_Work order:_ For each line below that holds "lines", return the line as it stands.

[[ Supplied data, beginning ]]

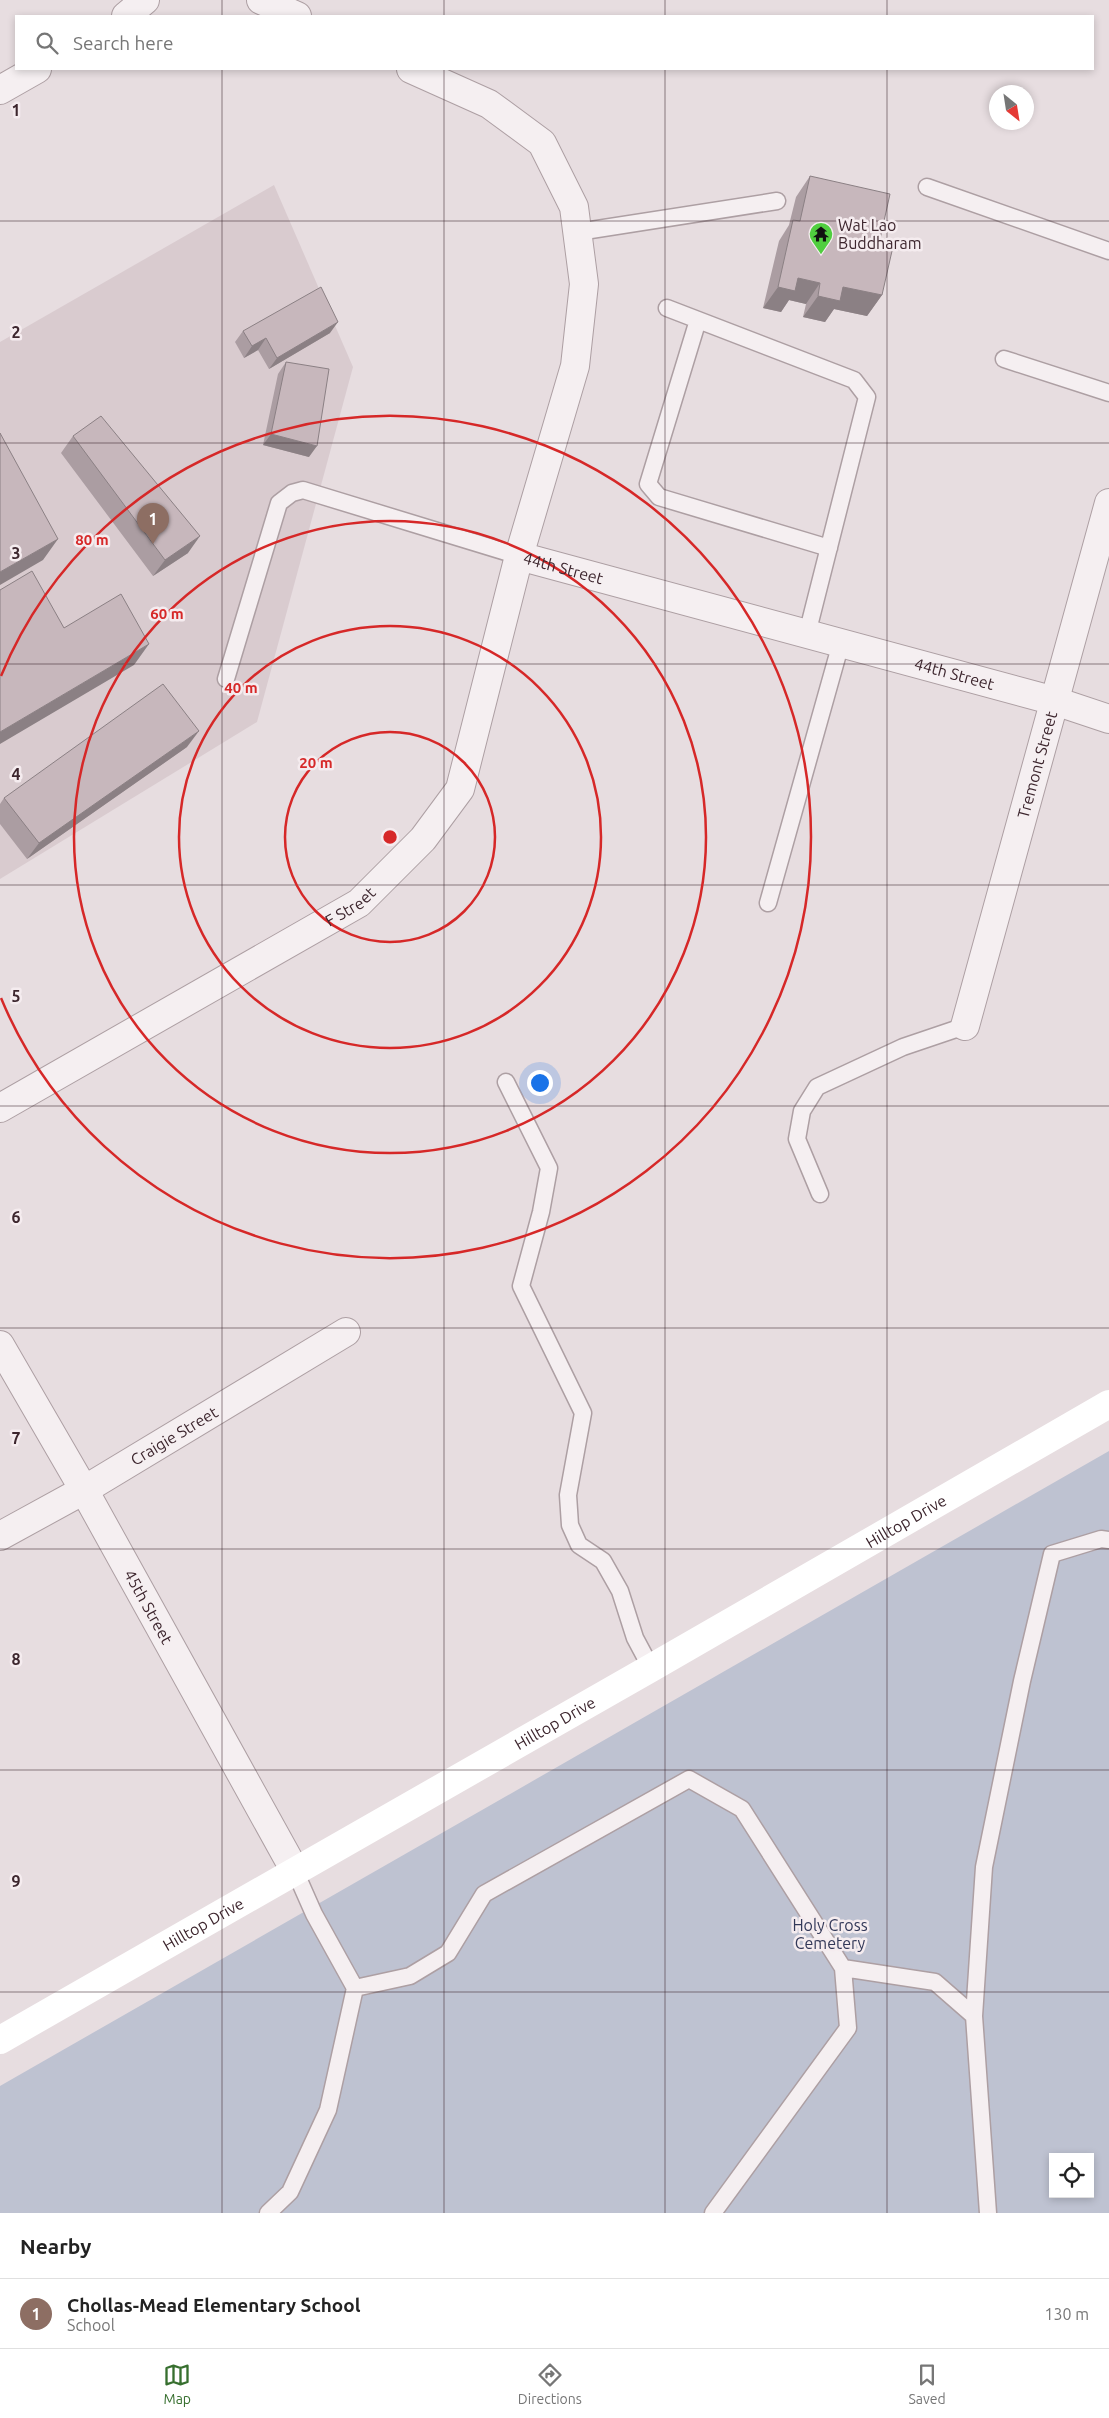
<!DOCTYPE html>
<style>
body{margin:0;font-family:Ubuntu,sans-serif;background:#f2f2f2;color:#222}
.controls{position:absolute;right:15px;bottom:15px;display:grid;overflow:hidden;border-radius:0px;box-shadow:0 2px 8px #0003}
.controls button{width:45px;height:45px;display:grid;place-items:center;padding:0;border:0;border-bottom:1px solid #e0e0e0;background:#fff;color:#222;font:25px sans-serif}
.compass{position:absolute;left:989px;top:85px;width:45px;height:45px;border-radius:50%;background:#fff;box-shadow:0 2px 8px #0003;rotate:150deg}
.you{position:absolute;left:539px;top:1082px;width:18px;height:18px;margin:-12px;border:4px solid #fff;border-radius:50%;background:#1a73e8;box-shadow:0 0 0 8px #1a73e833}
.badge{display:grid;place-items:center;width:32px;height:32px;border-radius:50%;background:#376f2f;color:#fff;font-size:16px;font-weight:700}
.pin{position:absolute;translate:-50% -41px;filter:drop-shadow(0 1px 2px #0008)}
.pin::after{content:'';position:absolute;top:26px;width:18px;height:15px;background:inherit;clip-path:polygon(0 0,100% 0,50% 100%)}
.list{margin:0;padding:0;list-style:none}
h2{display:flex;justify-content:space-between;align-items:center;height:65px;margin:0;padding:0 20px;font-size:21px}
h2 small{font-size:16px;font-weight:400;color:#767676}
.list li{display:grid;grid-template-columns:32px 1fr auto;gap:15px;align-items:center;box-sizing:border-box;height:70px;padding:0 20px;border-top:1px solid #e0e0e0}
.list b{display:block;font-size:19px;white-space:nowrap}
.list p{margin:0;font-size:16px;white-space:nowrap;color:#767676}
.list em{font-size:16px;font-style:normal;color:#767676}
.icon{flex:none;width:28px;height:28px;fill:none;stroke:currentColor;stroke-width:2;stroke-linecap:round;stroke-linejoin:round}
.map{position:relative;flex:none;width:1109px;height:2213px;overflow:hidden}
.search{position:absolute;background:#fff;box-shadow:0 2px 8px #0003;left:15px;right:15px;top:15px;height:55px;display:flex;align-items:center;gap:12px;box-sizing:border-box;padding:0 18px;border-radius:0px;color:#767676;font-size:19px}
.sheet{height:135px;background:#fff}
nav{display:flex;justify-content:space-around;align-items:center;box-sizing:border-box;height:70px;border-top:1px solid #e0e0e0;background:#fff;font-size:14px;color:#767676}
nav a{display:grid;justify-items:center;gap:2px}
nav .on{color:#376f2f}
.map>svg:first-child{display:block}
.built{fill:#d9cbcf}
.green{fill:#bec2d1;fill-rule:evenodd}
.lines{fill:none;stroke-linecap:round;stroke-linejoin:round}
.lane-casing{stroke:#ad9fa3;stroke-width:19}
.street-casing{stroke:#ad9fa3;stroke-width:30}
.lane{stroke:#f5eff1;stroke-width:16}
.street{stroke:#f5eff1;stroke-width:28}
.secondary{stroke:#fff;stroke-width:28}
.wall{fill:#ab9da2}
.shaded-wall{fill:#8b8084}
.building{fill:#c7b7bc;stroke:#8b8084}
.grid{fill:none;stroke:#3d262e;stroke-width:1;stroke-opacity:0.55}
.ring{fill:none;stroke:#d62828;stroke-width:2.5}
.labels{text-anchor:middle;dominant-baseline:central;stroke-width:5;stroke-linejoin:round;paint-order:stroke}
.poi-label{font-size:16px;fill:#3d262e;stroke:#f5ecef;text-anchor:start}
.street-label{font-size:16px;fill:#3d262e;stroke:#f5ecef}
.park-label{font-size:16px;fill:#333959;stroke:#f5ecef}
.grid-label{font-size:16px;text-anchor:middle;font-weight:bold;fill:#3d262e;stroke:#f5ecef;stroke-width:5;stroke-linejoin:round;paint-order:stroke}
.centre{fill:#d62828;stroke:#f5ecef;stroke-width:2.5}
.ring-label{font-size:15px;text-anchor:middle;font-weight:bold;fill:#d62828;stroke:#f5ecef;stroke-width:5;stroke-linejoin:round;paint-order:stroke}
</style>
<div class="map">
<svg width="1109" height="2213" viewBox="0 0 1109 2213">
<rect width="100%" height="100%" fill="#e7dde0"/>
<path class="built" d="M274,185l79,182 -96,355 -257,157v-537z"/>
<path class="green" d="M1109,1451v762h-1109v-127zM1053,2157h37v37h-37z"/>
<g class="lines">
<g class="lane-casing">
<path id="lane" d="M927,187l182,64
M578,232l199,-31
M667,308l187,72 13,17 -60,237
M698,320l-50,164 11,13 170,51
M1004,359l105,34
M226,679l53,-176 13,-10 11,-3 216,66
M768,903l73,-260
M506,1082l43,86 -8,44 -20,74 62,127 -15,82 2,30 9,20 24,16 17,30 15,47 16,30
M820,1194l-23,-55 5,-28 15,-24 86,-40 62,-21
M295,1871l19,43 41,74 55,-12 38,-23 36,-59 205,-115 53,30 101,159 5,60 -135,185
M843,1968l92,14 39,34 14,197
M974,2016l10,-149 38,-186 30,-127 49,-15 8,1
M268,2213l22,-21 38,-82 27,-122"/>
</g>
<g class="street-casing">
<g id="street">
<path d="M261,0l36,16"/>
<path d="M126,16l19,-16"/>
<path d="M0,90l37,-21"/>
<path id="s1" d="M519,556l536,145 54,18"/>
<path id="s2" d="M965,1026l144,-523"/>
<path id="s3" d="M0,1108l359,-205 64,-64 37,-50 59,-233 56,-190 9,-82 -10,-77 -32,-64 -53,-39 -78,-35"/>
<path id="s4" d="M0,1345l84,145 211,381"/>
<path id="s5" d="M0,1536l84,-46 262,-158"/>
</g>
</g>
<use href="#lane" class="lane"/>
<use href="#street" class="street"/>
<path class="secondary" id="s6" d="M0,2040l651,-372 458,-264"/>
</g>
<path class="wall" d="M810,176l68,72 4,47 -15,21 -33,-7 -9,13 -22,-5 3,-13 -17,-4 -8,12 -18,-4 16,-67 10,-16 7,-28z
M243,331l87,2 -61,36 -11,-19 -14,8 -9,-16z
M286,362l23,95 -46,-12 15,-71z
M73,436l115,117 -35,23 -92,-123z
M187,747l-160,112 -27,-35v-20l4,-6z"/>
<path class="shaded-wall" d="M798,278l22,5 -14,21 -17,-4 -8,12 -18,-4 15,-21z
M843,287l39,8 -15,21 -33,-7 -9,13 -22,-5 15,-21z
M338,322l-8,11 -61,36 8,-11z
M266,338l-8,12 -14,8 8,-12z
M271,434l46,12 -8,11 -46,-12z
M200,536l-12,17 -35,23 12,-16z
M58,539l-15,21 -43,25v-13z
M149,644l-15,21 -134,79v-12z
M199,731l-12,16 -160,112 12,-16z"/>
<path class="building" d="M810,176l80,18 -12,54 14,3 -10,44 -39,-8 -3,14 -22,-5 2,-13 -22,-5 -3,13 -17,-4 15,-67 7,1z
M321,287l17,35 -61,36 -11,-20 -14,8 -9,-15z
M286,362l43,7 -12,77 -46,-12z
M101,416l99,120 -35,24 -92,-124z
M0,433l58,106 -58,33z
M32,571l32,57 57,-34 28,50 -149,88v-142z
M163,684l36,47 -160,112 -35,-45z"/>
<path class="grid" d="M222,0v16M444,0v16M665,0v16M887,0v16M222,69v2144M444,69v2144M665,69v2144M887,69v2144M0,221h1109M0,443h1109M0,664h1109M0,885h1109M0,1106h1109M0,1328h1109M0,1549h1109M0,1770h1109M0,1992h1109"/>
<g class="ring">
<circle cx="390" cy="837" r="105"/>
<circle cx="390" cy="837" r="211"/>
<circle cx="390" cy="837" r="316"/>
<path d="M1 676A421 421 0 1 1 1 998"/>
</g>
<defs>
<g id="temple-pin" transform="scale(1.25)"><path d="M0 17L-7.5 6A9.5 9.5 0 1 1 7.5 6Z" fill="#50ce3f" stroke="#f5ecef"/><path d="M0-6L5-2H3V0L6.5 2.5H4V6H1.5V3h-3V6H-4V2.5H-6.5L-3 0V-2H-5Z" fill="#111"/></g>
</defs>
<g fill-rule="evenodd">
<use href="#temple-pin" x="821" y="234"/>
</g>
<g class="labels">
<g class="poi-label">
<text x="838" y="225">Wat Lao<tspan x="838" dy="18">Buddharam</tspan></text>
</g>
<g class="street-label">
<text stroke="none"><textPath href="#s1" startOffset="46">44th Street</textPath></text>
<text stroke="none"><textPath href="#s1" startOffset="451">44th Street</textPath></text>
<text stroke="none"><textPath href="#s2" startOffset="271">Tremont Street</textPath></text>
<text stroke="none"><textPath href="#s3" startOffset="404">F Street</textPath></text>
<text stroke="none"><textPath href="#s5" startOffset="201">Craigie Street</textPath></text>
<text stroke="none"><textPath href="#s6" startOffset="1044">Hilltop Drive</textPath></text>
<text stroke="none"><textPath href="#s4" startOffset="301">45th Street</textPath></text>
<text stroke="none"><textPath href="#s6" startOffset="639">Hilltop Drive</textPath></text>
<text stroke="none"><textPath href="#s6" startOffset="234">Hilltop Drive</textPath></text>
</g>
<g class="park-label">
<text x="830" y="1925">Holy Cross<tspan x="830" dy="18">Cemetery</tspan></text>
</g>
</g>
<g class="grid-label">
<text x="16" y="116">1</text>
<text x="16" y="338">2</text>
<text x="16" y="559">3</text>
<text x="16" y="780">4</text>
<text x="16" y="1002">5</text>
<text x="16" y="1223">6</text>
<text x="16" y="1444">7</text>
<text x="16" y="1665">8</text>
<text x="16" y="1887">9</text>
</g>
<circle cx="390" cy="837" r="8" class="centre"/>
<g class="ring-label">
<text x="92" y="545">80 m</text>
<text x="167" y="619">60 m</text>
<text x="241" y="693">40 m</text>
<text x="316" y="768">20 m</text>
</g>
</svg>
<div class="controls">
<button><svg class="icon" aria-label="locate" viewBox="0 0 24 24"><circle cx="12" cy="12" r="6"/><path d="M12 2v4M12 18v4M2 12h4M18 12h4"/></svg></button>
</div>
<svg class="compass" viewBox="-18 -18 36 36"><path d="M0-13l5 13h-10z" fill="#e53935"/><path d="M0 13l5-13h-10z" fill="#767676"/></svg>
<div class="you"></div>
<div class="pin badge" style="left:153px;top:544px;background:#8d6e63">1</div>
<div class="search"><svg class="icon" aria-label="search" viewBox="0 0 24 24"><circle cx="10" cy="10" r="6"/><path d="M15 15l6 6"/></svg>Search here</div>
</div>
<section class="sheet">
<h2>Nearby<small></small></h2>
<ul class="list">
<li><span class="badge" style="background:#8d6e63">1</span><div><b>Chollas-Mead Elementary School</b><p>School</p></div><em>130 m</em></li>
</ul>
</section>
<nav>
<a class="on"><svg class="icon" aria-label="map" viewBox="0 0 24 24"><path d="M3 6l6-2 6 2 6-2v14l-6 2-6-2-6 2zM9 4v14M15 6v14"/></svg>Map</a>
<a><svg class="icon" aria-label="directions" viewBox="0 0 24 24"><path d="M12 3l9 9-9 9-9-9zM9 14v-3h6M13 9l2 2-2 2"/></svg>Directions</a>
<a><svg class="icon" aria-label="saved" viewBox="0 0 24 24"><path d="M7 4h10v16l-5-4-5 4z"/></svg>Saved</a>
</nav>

[[ Supplied data, end ]]

_Expected answer:_
.lines{fill:none;stroke-linecap:round;stroke-linejoin:round}
<g class="lines">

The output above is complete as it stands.